Work required: Below are the records; print them all without any alteration.
■ ■ ■ ■ ■
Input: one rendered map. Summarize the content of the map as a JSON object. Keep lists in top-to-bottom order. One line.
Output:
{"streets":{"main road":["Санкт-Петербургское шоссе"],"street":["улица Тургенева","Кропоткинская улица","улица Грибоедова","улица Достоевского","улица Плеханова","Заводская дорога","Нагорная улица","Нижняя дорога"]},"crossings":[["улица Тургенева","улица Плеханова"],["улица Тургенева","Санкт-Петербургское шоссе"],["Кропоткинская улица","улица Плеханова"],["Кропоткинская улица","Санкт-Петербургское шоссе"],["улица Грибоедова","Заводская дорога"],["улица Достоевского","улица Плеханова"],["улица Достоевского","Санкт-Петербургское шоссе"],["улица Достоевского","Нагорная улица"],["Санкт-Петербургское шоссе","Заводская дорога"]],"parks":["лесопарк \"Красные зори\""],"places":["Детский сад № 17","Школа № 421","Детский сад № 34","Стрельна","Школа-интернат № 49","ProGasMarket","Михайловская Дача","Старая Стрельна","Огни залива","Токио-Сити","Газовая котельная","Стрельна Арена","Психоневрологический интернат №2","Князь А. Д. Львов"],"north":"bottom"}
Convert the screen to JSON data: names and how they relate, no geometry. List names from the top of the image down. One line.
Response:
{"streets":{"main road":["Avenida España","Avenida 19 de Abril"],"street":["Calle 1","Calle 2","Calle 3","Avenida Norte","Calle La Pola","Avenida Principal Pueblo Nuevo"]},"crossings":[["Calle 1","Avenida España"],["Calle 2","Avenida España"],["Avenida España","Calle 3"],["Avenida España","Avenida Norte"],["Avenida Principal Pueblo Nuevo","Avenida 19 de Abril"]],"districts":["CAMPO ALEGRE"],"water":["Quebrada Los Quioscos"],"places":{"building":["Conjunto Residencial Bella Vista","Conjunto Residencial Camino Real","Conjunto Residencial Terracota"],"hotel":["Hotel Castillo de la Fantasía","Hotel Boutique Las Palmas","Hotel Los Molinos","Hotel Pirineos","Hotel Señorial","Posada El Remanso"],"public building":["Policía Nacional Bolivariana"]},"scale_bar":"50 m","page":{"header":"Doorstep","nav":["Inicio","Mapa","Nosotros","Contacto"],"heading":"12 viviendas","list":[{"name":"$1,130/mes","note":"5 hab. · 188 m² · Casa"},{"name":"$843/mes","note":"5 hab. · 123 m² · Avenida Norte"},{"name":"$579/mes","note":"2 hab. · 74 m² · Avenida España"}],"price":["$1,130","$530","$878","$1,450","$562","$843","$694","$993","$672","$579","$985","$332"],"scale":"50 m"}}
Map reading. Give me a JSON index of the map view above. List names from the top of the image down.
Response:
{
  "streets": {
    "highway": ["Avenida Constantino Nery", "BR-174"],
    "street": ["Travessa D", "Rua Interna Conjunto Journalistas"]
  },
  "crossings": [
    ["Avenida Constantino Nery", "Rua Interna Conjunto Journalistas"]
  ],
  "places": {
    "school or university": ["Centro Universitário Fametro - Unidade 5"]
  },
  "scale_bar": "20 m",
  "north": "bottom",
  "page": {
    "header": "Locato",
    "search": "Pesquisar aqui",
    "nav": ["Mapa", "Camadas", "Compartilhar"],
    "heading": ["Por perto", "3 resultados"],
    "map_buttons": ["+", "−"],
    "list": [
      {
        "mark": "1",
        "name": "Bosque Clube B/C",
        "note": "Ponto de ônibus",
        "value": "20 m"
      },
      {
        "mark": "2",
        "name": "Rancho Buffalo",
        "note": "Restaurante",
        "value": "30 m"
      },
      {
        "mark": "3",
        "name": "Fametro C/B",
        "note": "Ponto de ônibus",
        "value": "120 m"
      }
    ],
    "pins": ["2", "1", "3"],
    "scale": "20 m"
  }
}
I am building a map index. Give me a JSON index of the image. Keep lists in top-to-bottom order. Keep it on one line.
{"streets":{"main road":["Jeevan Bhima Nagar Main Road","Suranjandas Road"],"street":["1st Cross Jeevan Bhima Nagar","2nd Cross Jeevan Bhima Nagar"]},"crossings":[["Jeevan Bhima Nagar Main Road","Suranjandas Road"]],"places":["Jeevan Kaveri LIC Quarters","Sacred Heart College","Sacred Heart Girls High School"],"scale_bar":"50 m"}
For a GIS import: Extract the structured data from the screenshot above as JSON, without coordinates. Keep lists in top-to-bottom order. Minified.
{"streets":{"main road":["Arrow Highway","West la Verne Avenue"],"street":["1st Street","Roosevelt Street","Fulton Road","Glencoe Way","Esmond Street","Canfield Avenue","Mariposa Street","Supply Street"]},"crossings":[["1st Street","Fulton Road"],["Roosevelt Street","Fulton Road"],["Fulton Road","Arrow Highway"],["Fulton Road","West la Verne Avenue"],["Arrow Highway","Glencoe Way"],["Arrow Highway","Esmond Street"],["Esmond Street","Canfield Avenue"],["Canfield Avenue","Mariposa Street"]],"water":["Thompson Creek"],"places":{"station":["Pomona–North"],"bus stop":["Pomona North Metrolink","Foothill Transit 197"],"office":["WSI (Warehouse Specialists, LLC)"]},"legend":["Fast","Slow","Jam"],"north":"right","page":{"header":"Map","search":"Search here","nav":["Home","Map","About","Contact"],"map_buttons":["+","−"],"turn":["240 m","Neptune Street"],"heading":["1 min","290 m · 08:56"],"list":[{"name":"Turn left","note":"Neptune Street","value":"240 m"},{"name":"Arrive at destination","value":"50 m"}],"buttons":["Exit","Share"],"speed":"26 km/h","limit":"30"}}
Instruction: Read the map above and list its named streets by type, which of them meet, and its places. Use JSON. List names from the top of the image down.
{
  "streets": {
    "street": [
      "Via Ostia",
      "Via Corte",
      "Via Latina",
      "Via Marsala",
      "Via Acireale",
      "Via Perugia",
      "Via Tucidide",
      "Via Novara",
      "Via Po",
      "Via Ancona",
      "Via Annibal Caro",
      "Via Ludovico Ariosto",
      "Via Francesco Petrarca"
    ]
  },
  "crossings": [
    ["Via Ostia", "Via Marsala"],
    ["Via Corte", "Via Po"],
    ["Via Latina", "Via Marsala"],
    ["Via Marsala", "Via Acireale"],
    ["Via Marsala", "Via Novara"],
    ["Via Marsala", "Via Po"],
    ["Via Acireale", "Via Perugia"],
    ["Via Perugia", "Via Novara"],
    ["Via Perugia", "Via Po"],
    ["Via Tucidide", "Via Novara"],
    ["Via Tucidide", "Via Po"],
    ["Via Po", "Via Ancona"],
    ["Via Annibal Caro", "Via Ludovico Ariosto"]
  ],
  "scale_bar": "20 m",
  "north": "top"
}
■ ■ ■ ■ ■
Task solution:
Input: one rendered map. Summarize the content of the map as a JSON object. Keep lists in top-to-bottom order. One line.
Output:
{"streets":{"main road":["Санкт-Петербургское шоссе"],"street":["улица Тургенева","Кропоткинская улица","улица Грибоедова","улица Достоевского","улица Плеханова","Заводская дорога","Нагорная улица","Нижняя дорога"]},"crossings":[["улица Тургенева","улица Плеханова"],["улица Тургенева","Санкт-Петербургское шоссе"],["Кропоткинская улица","улица Плеханова"],["Кропоткинская улица","Санкт-Петербургское шоссе"],["улица Грибоедова","Заводская дорога"],["улица Достоевского","улица Плеханова"],["улица Достоевского","Санкт-Петербургское шоссе"],["улица Достоевского","Нагорная улица"],["Санкт-Петербургское шоссе","Заводская дорога"]],"parks":["лесопарк \"Красные зори\""],"places":["Детский сад № 17","Школа № 421","Детский сад № 34","Стрельна","Школа-интернат № 49","ProGasMarket","Михайловская Дача","Старая Стрельна","Огни залива","Токио-Сити","Газовая котельная","Стрельна Арена","Психоневрологический интернат №2","Князь А. Д. Львов"],"north":"bottom"}
Convert the screen to JSON data: names and how they relate, no geometry. List names from the top of the image down. One line.
Response:
{"streets":{"main road":["Avenida España","Avenida 19 de Abril"],"street":["Calle 1","Calle 2","Calle 3","Avenida Norte","Calle La Pola","Avenida Principal Pueblo Nuevo"]},"crossings":[["Calle 1","Avenida España"],["Calle 2","Avenida España"],["Avenida España","Calle 3"],["Avenida España","Avenida Norte"],["Avenida Principal Pueblo Nuevo","Avenida 19 de Abril"]],"districts":["CAMPO ALEGRE"],"water":["Quebrada Los Quioscos"],"places":{"building":["Conjunto Residencial Bella Vista","Conjunto Residencial Camino Real","Conjunto Residencial Terracota"],"hotel":["Hotel Castillo de la Fantasía","Hotel Boutique Las Palmas","Hotel Los Molinos","Hotel Pirineos","Hotel Señorial","Posada El Remanso"],"public building":["Policía Nacional Bolivariana"]},"scale_bar":"50 m","page":{"header":"Doorstep","nav":["Inicio","Mapa","Nosotros","Contacto"],"heading":"12 viviendas","list":[{"name":"$1,130/mes","note":"5 hab. · 188 m² · Casa"},{"name":"$843/mes","note":"5 hab. · 123 m² · Avenida Norte"},{"name":"$579/mes","note":"2 hab. · 74 m² · Avenida España"}],"price":["$1,130","$530","$878","$1,450","$562","$843","$694","$993","$672","$579","$985","$332"],"scale":"50 m"}}
Map reading. Give me a JSON index of the map view above. List names from the top of the image down.
Response:
{
  "streets": {
    "highway": ["Avenida Constantino Nery", "BR-174"],
    "street": ["Travessa D", "Rua Interna Conjunto Journalistas"]
  },
  "crossings": [
    ["Avenida Constantino Nery", "Rua Interna Conjunto Journalistas"]
  ],
  "places": {
    "school or university": ["Centro Universitário Fametro - Unidade 5"]
  },
  "scale_bar": "20 m",
  "north": "bottom",
  "page": {
    "header": "Locato",
    "search": "Pesquisar aqui",
    "nav": ["Mapa", "Camadas", "Compartilhar"],
    "heading": ["Por perto", "3 resultados"],
    "map_buttons": ["+", "−"],
    "list": [
      {
        "mark": "1",
        "name": "Bosque Clube B/C",
        "note": "Ponto de ônibus",
        "value": "20 m"
      },
      {
        "mark": "2",
        "name": "Rancho Buffalo",
        "note": "Restaurante",
        "value": "30 m"
      },
      {
        "mark": "3",
        "name": "Fametro C/B",
        "note": "Ponto de ônibus",
        "value": "120 m"
      }
    ],
    "pins": ["2", "1", "3"],
    "scale": "20 m"
  }
}
I am building a map index. Give me a JSON index of the image. Keep lists in top-to-bottom order. Keep it on one line.
{"streets":{"main road":["Jeevan Bhima Nagar Main Road","Suranjandas Road"],"street":["1st Cross Jeevan Bhima Nagar","2nd Cross Jeevan Bhima Nagar"]},"crossings":[["Jeevan Bhima Nagar Main Road","Suranjandas Road"]],"places":["Jeevan Kaveri LIC Quarters","Sacred Heart College","Sacred Heart Girls High School"],"scale_bar":"50 m"}
For a GIS import: Extract the structured data from the screenshot above as JSON, without coordinates. Keep lists in top-to-bottom order. Minified.
{"streets":{"main road":["Arrow Highway","West la Verne Avenue"],"street":["1st Street","Roosevelt Street","Fulton Road","Glencoe Way","Esmond Street","Canfield Avenue","Mariposa Street","Supply Street"]},"crossings":[["1st Street","Fulton Road"],["Roosevelt Street","Fulton Road"],["Fulton Road","Arrow Highway"],["Fulton Road","West la Verne Avenue"],["Arrow Highway","Glencoe Way"],["Arrow Highway","Esmond Street"],["Esmond Street","Canfield Avenue"],["Canfield Avenue","Mariposa Street"]],"water":["Thompson Creek"],"places":{"station":["Pomona–North"],"bus stop":["Pomona North Metrolink","Foothill Transit 197"],"office":["WSI (Warehouse Specialists, LLC)"]},"legend":["Fast","Slow","Jam"],"north":"right","page":{"header":"Map","search":"Search here","nav":["Home","Map","About","Contact"],"map_buttons":["+","−"],"turn":["240 m","Neptune Street"],"heading":["1 min","290 m · 08:56"],"list":[{"name":"Turn left","note":"Neptune Street","value":"240 m"},{"name":"Arrive at destination","value":"50 m"}],"buttons":["Exit","Share"],"speed":"26 km/h","limit":"30"}}
Instruction: Read the map above and list its named streets by type, which of them meet, and its places. Use JSON. List names from the top of the image down.
{
  "streets": {
    "street": [
      "Via Ostia",
      "Via Corte",
      "Via Latina",
      "Via Marsala",
      "Via Acireale",
      "Via Perugia",
      "Via Tucidide",
      "Via Novara",
      "Via Po",
      "Via Ancona",
      "Via Annibal Caro",
      "Via Ludovico Ariosto",
      "Via Francesco Petrarca"
    ]
  },
  "crossings": [
    ["Via Ostia", "Via Marsala"],
    ["Via Corte", "Via Po"],
    ["Via Latina", "Via Marsala"],
    ["Via Marsala", "Via Acireale"],
    ["Via Marsala", "Via Novara"],
    ["Via Marsala", "Via Po"],
    ["Via Acireale", "Via Perugia"],
    ["Via Perugia", "Via Novara"],
    ["Via Perugia", "Via Po"],
    ["Via Tucidide", "Via Novara"],
    ["Via Tucidide", "Via Po"],
    ["Via Po", "Via Ancona"],
    ["Via Annibal Caro", "Via Ludovico Ariosto"]
  ],
  "scale_bar": "20 m",
  "north": "top"
}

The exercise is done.